By National Gardening Association Editors

Uploaded by TBGDN

Corn doesn't need any more attention than other garden vegetables, but it's a crop that can take up a fair amount of time if you plant a lot. Make it easier by combining tasks. For instance, when you side-dress, pull any weeds you see, or side-dress at the same time you hill the rows.

Weed Control

Like any plant, corn produces better if it doesn't have to compete with weeds. It's especially important to keep weeds out when corn plants are young. Once the stems and leaves are established, they can tolerate weeds better. Plus, the stems and leaves of larger corn plants shade the soil somewhat to block out weeds.

Weed your corn every few weeks, starting before you even plant a seed. Work the soil several times before planting. This not only conditions the soil, it stirs up and kills tiny weed seeds lurking near the surface. It also buries some seeds so deeply that they never get a chance to sprout.

Once the corn is planted, scratch the surface of the planting bed every week or so with a weeding rake. When the corn is tall enough to be hilled, you'll automatically get rid of weeds by covering them with soil as you hill.


Hilling is pulling up soil to mound it around the base of a plant. When you hill a young corn plant, the added soil around its stem helps support it as it grows taller. This protects it from being blown over in a strong wind. To really anchor plants, it's a good idea to hill corn every two to three weeks until the plants start to tassel.

Hilling also covers and smothers any weeds around the base of your corn plants. You might say you're creating a "soil mulch" around your plants. If dryness is a problem, extra soil helps the corn roots retain moisture.

You can hill with a hoe by scooping a few inches of soil from the walkways into loose mounds on both sides of the corn. If you want, you can hill your corn by machine, using a tiller with a special hilling attachment. This is both faster and easier than using a hoe, and it also does a uniform job.


The more you feed corn, the more it will feed you, so side-dressing (a second dose of fertilizer that boosts growth) is a must with corn.

You can use any high-nitrogen fertilizer to side-dress corn, because nitrogen is the plant nutrient needed. A commercial fertilizer such as 10-10-10 works well, but you can also use well-composted or dehydrated manure, or commercial organic fertilizers like cottonseed meal.

Side-dress corn twice: when it's knee high and when it tassels. To side-dress, sprinkle a thin line of fertilizer or manure about four inches from the plants on both sides of each row of corn. To side-dress hill-planted corn, simply sprinkle fertilizer around each hill, about four inches away from the cornstalks. It often helps to make a shallow furrow first for either rows or hills. The furrow serves as a guide and the indentation helps the fertilizer stay put.

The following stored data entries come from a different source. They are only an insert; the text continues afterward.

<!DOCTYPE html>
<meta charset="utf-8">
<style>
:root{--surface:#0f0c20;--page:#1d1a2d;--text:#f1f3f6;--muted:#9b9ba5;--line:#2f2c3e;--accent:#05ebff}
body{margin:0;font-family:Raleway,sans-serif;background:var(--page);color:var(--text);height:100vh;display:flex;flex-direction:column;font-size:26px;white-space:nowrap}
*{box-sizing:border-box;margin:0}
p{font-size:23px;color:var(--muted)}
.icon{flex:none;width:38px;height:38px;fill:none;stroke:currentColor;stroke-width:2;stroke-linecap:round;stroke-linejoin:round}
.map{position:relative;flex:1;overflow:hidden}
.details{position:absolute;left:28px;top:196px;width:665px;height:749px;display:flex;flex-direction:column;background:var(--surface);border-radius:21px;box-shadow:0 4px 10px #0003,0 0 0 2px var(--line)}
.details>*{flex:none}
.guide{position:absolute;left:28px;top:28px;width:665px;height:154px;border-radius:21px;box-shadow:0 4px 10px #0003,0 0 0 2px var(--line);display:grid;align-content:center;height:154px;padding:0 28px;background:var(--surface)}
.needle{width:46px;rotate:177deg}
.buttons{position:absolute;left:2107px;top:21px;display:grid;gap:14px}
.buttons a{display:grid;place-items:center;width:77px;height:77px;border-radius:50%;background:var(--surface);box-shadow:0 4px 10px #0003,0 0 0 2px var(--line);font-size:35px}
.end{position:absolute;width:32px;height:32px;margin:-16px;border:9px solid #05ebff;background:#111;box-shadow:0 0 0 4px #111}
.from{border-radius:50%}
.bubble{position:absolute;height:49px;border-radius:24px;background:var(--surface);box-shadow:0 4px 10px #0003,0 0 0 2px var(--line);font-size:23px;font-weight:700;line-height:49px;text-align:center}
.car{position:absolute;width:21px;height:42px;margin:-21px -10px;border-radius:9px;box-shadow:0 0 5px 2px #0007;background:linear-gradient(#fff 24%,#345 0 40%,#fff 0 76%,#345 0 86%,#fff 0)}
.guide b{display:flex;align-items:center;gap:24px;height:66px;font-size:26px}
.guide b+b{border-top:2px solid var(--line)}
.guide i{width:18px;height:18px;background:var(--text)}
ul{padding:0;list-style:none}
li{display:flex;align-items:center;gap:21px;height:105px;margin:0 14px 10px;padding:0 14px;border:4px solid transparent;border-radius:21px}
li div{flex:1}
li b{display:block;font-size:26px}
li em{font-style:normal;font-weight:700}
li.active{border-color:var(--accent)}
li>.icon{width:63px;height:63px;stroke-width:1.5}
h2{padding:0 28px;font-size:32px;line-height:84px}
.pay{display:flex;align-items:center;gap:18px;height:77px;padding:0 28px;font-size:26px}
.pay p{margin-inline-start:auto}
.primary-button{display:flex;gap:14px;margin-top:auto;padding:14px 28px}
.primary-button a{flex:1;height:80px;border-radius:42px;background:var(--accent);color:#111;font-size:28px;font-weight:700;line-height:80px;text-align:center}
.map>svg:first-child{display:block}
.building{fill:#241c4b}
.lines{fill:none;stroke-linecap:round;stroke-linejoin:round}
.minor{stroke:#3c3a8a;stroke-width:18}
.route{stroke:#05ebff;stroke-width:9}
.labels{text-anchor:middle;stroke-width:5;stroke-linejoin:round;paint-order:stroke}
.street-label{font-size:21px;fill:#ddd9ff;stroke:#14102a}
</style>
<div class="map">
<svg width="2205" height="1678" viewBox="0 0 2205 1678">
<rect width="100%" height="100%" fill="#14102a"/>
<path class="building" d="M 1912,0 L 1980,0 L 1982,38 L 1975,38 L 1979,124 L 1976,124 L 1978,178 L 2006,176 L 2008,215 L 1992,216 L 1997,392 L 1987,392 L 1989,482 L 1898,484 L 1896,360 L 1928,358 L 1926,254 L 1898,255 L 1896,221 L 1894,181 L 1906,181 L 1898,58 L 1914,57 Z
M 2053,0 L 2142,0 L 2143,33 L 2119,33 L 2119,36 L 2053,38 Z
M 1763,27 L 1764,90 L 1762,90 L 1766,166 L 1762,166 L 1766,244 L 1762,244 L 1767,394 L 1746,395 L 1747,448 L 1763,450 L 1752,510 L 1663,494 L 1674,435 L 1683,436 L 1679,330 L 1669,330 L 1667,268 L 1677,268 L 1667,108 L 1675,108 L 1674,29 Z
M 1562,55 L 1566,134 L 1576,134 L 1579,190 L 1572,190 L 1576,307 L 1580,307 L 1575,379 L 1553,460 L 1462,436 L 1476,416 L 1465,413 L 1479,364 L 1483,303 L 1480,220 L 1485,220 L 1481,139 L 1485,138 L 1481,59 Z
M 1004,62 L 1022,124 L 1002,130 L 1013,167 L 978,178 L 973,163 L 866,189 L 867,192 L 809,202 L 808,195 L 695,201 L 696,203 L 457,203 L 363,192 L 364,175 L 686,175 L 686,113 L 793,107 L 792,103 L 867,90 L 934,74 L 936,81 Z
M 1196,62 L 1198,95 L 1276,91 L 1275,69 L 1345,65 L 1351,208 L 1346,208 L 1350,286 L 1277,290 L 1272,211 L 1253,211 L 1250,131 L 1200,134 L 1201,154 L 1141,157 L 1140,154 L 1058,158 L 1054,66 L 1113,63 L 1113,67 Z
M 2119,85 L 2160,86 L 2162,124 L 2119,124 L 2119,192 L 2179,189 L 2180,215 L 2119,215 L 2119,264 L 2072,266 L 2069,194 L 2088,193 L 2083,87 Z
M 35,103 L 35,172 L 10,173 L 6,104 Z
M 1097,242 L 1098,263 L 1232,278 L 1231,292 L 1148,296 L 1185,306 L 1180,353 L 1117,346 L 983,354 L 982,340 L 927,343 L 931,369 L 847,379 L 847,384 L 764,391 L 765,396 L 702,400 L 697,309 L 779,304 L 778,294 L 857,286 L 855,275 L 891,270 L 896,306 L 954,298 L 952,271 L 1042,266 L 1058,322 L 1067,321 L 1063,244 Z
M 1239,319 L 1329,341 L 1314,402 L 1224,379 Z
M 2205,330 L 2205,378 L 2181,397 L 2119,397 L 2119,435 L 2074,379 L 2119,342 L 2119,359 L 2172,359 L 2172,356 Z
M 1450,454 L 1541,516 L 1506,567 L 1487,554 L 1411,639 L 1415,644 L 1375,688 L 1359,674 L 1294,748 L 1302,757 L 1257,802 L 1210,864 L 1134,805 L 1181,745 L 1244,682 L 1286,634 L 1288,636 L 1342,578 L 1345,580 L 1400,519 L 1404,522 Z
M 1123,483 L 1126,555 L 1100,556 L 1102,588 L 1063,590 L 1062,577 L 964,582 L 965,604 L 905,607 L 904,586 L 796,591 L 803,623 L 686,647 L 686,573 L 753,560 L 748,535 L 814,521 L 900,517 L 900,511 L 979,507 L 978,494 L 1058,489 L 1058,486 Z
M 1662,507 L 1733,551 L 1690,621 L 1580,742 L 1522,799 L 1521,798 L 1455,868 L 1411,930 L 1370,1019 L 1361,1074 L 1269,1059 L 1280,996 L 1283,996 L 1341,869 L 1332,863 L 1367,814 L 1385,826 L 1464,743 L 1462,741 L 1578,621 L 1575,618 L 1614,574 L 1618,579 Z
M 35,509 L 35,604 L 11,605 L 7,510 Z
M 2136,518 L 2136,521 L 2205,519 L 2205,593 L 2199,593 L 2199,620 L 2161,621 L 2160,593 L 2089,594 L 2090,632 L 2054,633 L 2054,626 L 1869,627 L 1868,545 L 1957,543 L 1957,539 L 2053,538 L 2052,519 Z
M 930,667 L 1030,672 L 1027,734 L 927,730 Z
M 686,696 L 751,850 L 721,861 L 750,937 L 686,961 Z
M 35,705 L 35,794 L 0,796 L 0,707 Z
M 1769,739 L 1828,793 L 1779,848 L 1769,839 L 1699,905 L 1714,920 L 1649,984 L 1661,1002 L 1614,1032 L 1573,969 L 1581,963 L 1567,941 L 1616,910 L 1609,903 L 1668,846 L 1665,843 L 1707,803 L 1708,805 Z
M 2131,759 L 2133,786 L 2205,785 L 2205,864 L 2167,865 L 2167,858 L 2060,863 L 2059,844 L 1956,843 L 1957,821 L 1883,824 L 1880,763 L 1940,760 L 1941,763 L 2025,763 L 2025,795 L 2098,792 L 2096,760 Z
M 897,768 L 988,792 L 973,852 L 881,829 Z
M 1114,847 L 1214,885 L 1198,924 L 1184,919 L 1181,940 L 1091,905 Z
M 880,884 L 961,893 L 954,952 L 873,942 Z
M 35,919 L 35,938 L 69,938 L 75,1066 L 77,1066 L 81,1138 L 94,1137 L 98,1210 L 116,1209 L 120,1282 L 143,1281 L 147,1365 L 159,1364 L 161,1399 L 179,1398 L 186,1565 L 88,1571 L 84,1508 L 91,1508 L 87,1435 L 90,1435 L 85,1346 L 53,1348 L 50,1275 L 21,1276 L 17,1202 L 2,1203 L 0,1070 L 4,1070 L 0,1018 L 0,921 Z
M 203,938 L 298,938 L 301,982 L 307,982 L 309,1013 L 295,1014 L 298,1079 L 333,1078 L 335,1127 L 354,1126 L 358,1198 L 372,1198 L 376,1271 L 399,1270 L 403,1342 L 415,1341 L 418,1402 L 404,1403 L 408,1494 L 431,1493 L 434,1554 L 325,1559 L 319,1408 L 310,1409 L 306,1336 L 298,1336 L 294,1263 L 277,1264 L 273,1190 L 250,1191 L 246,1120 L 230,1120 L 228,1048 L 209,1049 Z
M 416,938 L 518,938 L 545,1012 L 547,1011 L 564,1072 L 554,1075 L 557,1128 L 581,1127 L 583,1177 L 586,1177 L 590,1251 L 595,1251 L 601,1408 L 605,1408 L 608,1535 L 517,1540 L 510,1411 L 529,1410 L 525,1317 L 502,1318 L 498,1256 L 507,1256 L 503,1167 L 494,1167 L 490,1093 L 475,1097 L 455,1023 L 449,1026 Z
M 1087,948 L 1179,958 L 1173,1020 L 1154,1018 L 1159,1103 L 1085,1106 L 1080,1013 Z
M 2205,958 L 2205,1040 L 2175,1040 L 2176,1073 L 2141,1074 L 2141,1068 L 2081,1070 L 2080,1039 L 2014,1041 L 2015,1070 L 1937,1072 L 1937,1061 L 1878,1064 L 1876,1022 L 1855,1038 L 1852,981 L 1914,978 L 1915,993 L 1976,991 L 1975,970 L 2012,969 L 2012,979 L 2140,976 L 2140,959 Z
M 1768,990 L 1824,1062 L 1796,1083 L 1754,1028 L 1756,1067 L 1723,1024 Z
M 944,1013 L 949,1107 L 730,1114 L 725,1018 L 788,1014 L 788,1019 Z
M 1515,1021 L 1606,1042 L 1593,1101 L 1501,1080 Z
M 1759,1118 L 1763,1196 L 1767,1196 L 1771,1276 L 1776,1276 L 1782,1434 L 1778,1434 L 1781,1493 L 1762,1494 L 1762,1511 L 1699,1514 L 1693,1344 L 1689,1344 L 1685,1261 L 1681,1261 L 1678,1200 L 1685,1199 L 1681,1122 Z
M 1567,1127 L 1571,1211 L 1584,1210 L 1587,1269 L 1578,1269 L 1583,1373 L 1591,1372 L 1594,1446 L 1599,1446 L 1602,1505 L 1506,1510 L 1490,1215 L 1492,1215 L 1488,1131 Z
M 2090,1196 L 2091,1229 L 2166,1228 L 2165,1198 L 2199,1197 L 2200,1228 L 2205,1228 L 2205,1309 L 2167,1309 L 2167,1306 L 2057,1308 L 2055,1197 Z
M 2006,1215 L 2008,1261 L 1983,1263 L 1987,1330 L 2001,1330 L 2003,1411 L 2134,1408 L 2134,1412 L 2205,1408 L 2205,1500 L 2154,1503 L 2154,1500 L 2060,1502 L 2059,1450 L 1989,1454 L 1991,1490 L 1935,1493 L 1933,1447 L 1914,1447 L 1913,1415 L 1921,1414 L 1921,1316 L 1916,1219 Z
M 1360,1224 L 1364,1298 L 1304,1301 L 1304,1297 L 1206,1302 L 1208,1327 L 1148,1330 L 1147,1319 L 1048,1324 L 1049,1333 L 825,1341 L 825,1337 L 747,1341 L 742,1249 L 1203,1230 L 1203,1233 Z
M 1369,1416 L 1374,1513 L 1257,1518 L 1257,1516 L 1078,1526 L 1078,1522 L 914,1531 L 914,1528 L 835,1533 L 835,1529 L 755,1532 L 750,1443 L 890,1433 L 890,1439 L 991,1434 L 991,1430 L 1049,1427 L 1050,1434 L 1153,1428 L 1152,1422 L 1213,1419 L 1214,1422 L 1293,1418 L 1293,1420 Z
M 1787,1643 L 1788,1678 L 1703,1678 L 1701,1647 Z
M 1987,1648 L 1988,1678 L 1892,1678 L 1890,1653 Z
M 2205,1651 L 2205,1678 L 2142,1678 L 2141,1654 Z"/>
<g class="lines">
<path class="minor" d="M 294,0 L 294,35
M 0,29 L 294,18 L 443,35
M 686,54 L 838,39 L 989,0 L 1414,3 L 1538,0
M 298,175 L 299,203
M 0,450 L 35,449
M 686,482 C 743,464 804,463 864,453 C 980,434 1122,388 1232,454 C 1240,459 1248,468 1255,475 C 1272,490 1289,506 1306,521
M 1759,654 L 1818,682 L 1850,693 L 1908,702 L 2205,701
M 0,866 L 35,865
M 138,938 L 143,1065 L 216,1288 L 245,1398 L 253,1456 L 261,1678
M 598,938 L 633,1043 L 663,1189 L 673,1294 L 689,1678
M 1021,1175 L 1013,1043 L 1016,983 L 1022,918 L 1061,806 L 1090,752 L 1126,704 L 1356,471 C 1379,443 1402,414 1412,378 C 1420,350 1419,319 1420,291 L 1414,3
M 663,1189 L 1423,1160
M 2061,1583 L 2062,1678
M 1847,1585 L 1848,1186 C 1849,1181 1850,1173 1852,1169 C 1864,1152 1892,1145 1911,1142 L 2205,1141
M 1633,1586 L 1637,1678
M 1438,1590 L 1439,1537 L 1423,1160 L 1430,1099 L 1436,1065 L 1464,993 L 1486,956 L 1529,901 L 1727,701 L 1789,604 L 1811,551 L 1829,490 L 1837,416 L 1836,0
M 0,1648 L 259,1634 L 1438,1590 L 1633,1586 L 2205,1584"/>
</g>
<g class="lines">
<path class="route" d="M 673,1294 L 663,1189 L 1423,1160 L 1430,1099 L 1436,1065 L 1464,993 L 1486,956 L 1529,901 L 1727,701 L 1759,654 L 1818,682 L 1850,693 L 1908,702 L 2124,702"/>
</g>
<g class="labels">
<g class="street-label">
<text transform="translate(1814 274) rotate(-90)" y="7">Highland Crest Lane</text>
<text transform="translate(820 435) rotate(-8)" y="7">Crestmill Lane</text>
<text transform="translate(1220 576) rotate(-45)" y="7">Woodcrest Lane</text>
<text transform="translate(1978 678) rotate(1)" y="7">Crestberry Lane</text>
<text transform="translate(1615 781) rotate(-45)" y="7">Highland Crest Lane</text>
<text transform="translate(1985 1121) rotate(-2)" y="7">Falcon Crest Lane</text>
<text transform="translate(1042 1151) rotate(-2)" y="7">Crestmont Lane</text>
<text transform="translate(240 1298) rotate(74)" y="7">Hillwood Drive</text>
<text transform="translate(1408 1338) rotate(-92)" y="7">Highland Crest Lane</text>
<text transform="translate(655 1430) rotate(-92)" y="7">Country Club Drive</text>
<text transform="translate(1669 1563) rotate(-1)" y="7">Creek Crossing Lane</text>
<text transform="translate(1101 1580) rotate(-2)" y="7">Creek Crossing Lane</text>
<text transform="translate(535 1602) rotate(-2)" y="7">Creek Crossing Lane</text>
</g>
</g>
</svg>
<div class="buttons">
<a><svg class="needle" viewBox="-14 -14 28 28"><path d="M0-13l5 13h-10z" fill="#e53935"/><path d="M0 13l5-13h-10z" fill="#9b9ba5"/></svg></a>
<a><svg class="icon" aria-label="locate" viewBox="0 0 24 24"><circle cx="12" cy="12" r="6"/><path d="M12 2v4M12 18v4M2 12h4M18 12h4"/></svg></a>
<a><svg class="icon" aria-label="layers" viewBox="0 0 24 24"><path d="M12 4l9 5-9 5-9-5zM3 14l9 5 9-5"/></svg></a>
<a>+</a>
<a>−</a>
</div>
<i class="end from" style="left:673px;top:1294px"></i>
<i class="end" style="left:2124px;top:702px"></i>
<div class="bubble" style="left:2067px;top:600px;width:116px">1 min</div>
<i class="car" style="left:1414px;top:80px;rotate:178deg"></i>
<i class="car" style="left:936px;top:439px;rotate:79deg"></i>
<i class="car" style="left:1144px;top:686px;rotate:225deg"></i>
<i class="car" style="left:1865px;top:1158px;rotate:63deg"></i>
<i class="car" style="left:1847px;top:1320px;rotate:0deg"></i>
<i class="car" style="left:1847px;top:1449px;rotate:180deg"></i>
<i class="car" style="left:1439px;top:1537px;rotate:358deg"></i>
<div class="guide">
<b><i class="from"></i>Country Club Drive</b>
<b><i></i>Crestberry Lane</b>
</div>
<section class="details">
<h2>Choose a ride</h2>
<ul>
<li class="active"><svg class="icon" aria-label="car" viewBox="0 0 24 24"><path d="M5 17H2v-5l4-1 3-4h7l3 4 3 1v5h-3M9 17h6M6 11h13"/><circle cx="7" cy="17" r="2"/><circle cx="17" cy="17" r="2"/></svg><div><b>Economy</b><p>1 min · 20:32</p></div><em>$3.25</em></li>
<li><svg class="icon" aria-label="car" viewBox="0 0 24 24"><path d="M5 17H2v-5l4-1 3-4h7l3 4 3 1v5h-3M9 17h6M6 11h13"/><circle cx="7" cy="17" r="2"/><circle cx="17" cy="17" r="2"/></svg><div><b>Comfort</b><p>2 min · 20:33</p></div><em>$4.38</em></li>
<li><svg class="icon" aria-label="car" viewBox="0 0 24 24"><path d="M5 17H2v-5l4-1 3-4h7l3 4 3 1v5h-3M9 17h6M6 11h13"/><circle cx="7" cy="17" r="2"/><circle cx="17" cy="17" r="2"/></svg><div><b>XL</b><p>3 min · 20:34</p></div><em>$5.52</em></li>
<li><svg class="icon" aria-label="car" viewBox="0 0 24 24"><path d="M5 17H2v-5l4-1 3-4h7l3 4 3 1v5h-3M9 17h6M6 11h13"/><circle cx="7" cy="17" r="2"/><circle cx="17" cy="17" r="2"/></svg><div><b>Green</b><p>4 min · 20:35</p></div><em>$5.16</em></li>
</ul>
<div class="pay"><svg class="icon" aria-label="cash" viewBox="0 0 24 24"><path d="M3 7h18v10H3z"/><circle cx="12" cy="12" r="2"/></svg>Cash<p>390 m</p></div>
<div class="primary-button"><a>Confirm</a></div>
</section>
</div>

If you side-dress shortly before it rains, you're lucky. Otherwise, you should water, so the fertilizer leaches into the soil where it can be taken up by the corn roots.


Corn doesn't need more water than other vegetables. It just suffers more if the supply runs short. The plants are relatively tall and exposed to the wind and drying heat of summer, so they often "transpire" or give off moisture faster than their roots can take it up.

Corn's need for water is most critical from the time it tassels until the ears are ready for harvest. At this time, the plant is devoting all its energy to seed production, holding nothing in reserve for a dry spell.

During its growing season, corn needs at least an inch of water per week. If it has to go through a dry stretch, it may not produce well. Use a rain gauge to keep track of weekly rainfall. If your garden receives less than an inch of rain in a week, water.

When you water, water thoroughly. If you're using an overhead sprinkler, use your rain gauge to determine how long it takes to deliver an inch of water. Or, simply water until the soil feels moist three to five inches down, depending on your soil type. (Sandy soil absorbs water faster than clay.) One sign of too little water is the corn leaves curling or rolling. If you want healthy, sweet, well-filled ears, pay close attention to the weather at the tail end of the season and water if your corn needs it.

If you have the equipment, it's most efficient to water corn with a soaker or drip irrigation hose, or to use furrow irrigation. A soaker hose is made of a material such as perforated canvas that lets water seep out slowly. Drip irrigation has lines running straight to each plant that constantly drip a small amount of water to the roots. If you water directly from a hose or bucket into a furrow, it accomplishes the same beneficial watering at the base of the plant. With these watering methods, less water is lost to evaporation than if you use an overhead sprinkler. The water doesn't end up on the leaves of tall corn plants, instead it's near the roots where it's really needed.